(Saved data entries)
------------------------------------------------------------

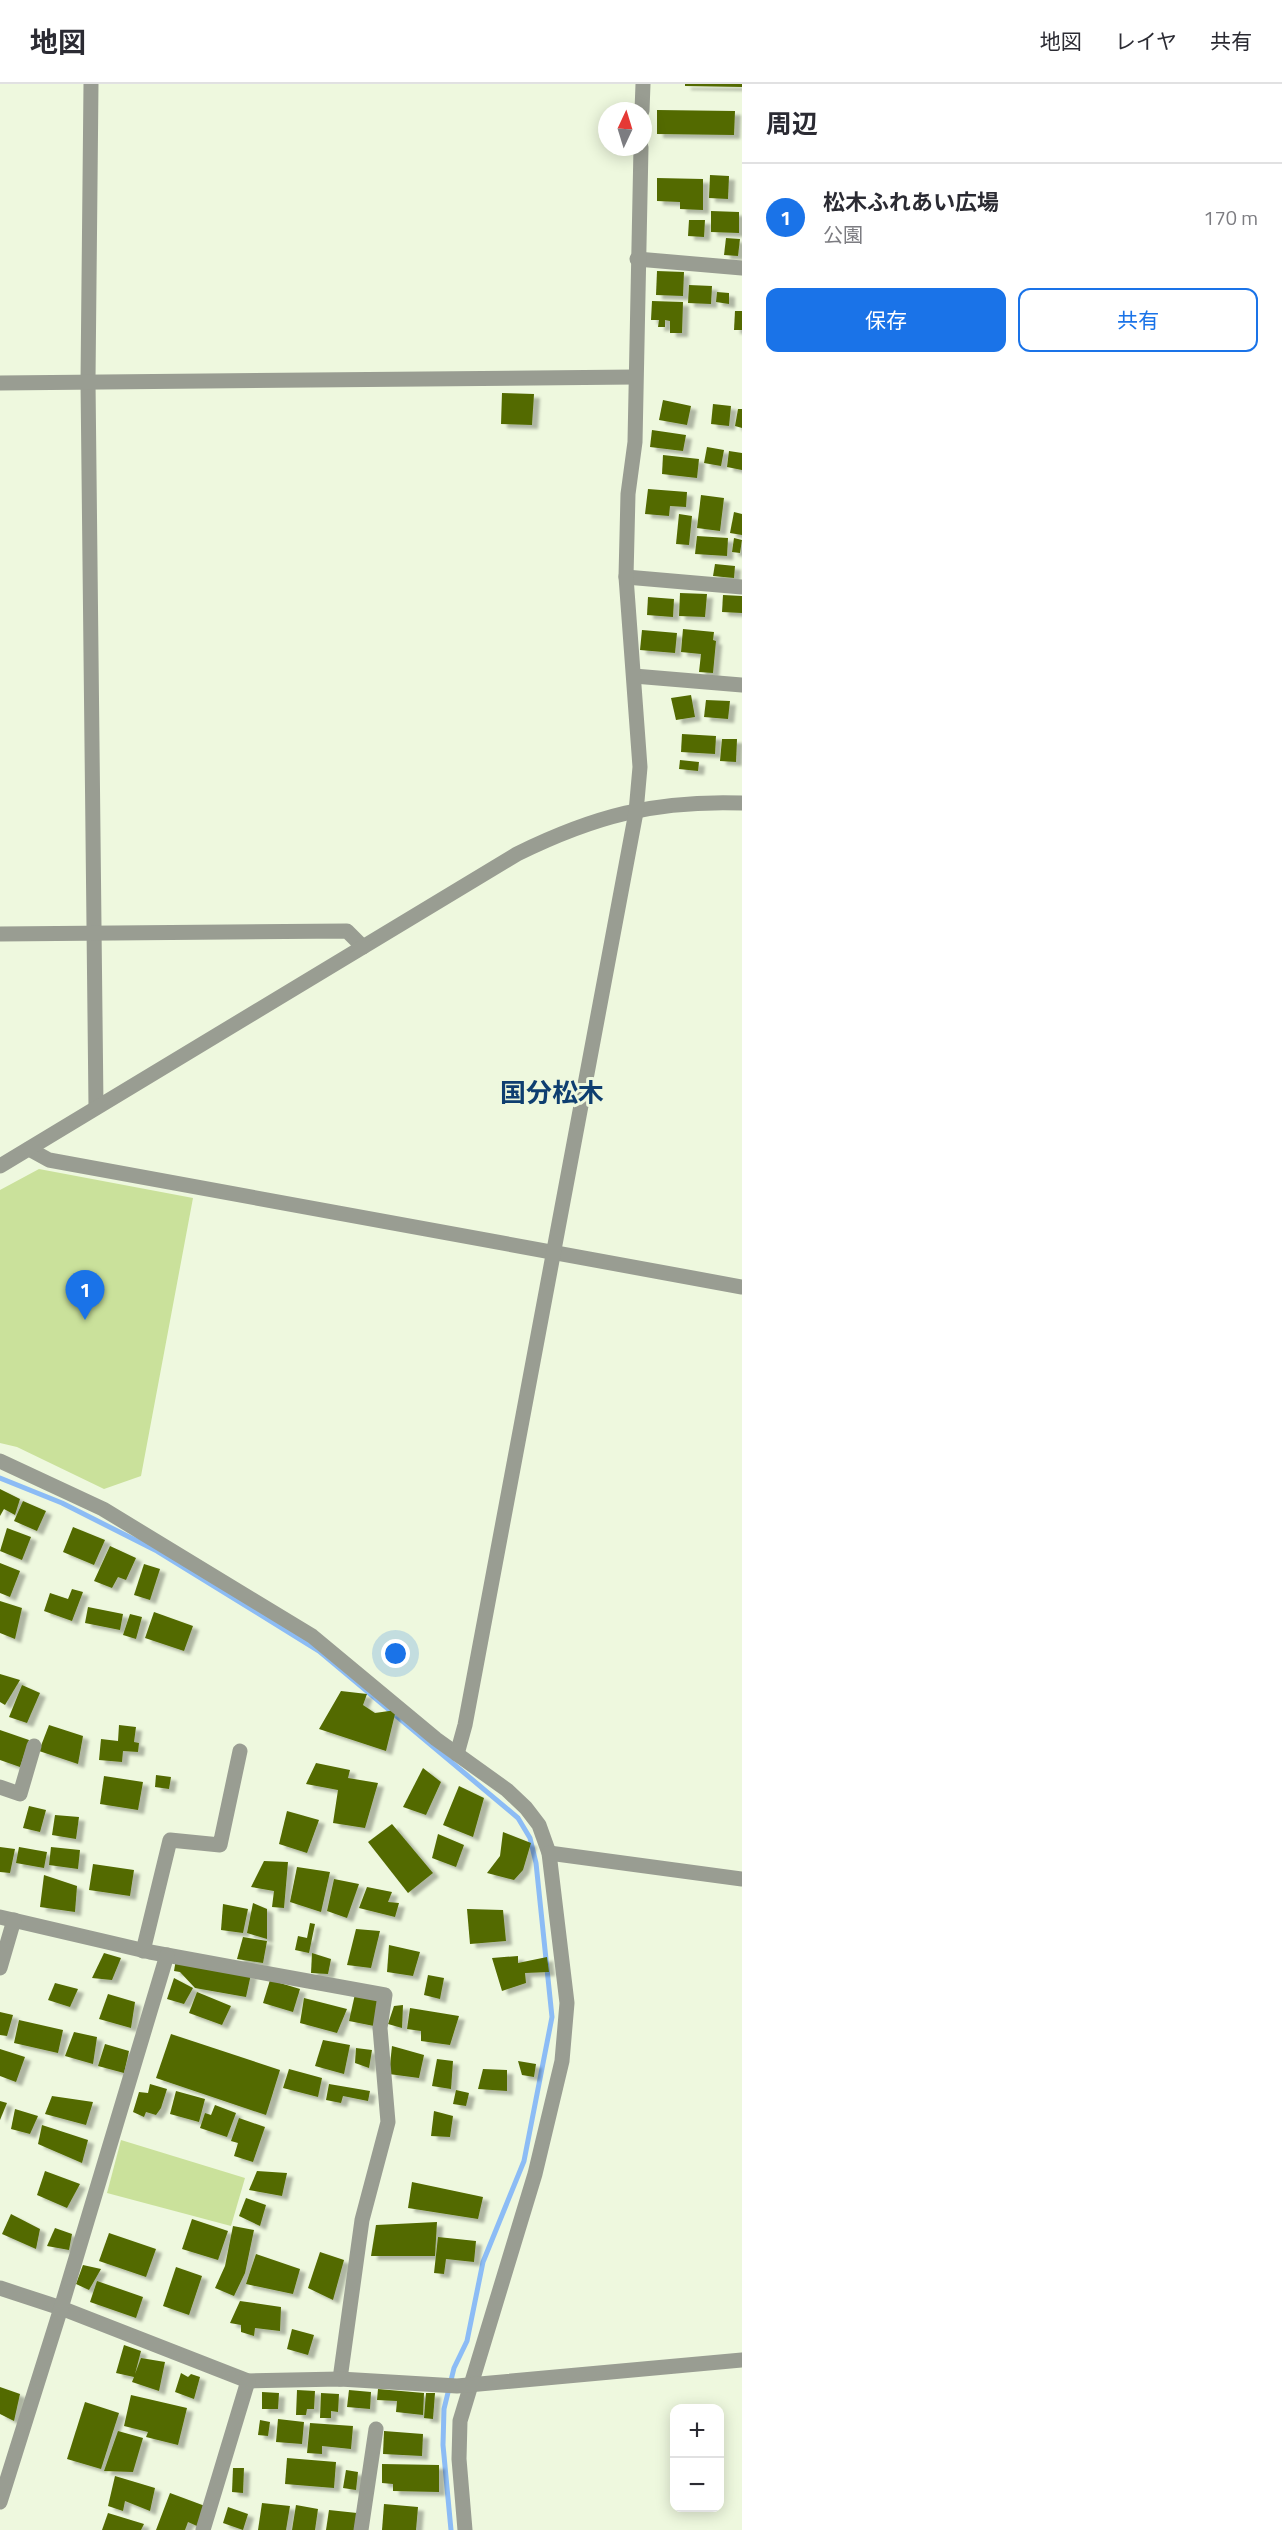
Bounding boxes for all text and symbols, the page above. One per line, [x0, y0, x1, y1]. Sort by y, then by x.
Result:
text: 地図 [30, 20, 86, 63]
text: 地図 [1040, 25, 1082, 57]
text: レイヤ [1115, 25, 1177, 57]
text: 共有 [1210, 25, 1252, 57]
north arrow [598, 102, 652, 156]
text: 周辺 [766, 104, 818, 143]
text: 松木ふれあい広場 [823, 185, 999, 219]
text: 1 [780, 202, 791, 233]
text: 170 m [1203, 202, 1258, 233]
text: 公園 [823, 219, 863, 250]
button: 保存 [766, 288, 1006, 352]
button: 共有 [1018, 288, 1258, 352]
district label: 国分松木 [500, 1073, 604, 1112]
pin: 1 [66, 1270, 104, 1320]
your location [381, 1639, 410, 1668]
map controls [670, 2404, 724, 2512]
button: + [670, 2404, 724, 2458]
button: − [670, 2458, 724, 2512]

------------------------------------------------------------

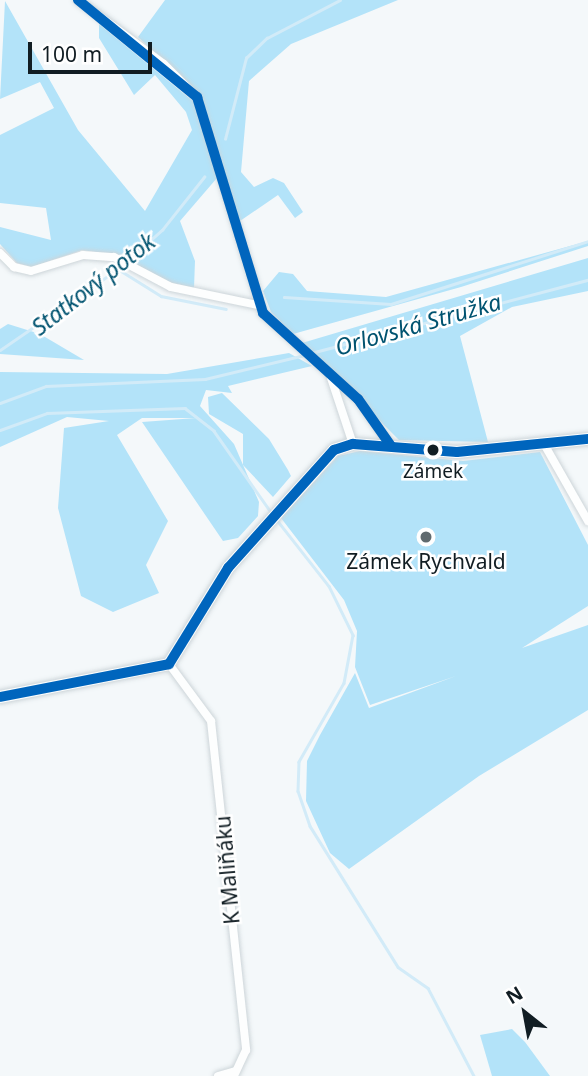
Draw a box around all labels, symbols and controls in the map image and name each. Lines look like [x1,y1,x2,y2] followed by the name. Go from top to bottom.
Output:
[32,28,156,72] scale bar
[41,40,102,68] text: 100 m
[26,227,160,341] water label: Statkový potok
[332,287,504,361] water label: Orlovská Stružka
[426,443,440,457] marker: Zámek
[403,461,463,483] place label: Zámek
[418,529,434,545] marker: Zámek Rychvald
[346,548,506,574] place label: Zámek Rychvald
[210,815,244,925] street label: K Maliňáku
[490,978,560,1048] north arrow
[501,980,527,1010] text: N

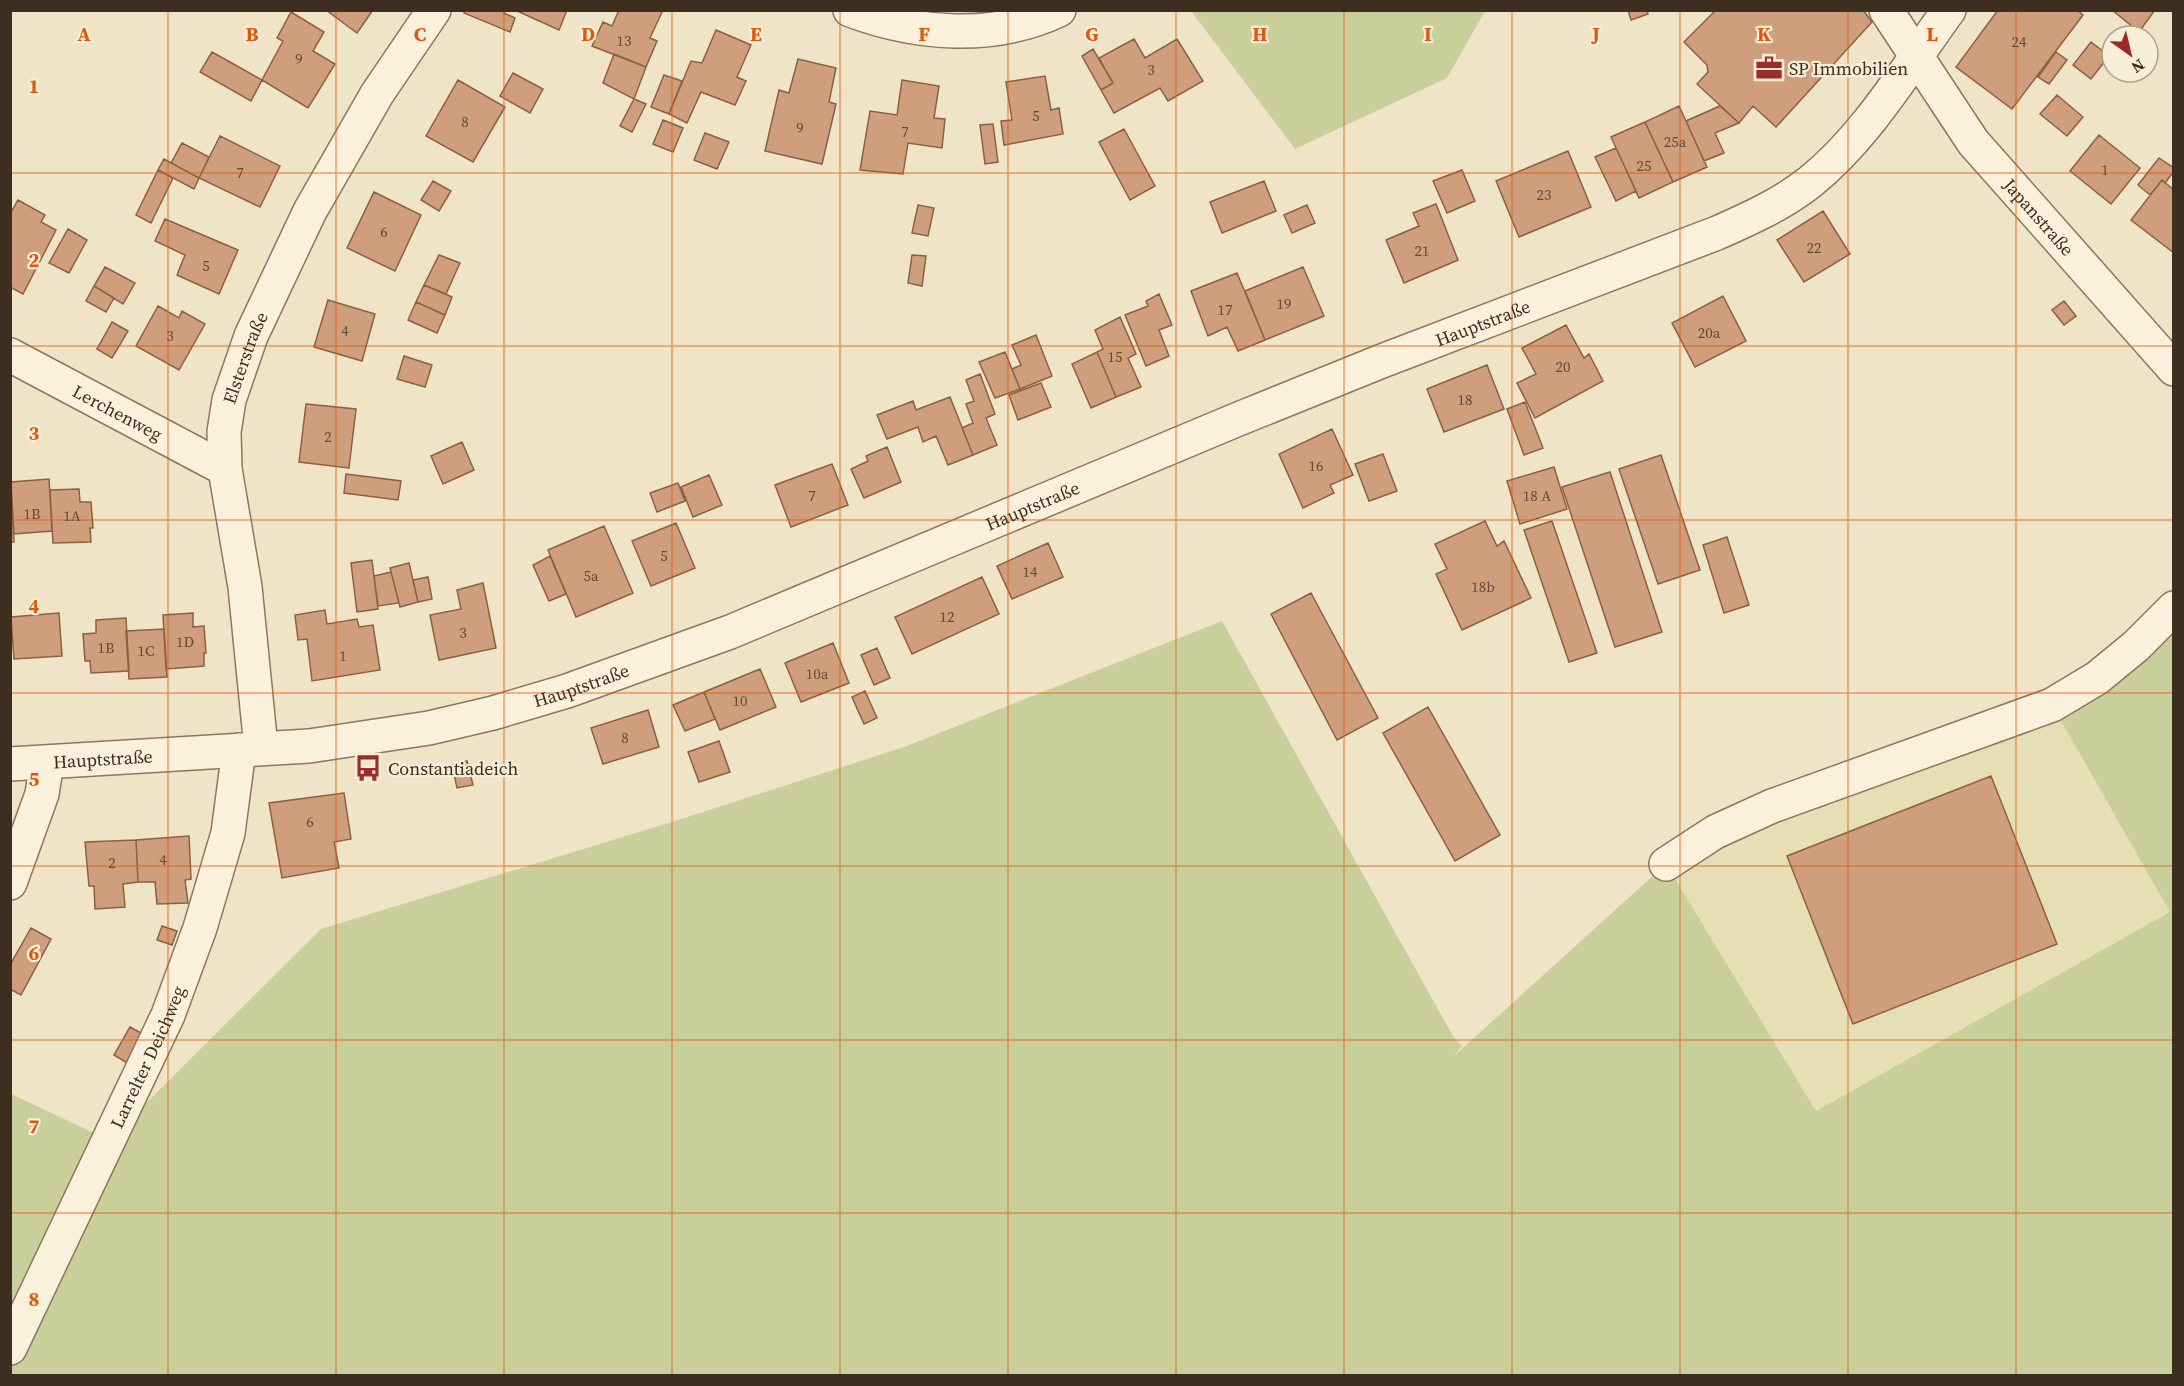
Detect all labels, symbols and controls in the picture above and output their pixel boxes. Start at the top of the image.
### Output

------------------------------------------------------------

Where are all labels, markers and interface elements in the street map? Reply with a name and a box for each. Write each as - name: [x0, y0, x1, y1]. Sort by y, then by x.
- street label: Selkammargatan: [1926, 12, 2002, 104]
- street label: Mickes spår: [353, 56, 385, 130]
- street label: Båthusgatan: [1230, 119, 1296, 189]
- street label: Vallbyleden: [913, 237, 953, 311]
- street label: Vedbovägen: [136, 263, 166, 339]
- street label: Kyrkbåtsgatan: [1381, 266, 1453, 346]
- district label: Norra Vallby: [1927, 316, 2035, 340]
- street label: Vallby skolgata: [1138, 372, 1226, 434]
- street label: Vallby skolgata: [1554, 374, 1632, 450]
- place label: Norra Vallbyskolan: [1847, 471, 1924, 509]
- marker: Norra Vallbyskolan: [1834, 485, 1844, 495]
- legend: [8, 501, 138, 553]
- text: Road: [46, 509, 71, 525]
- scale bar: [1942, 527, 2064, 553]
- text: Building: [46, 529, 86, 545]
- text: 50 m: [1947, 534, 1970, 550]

------------------------------------------------------------

Work to complete
Copy each line of the data above that holds "boxes".

Response area
Bounding boxes for all text and symbols, the page above. One per line, [x0, y0, x1, y1]. Sort by y, then by x.
Detect all labels, symbols and controls in the picture above and output their pixel boxes. Start at the top of the image.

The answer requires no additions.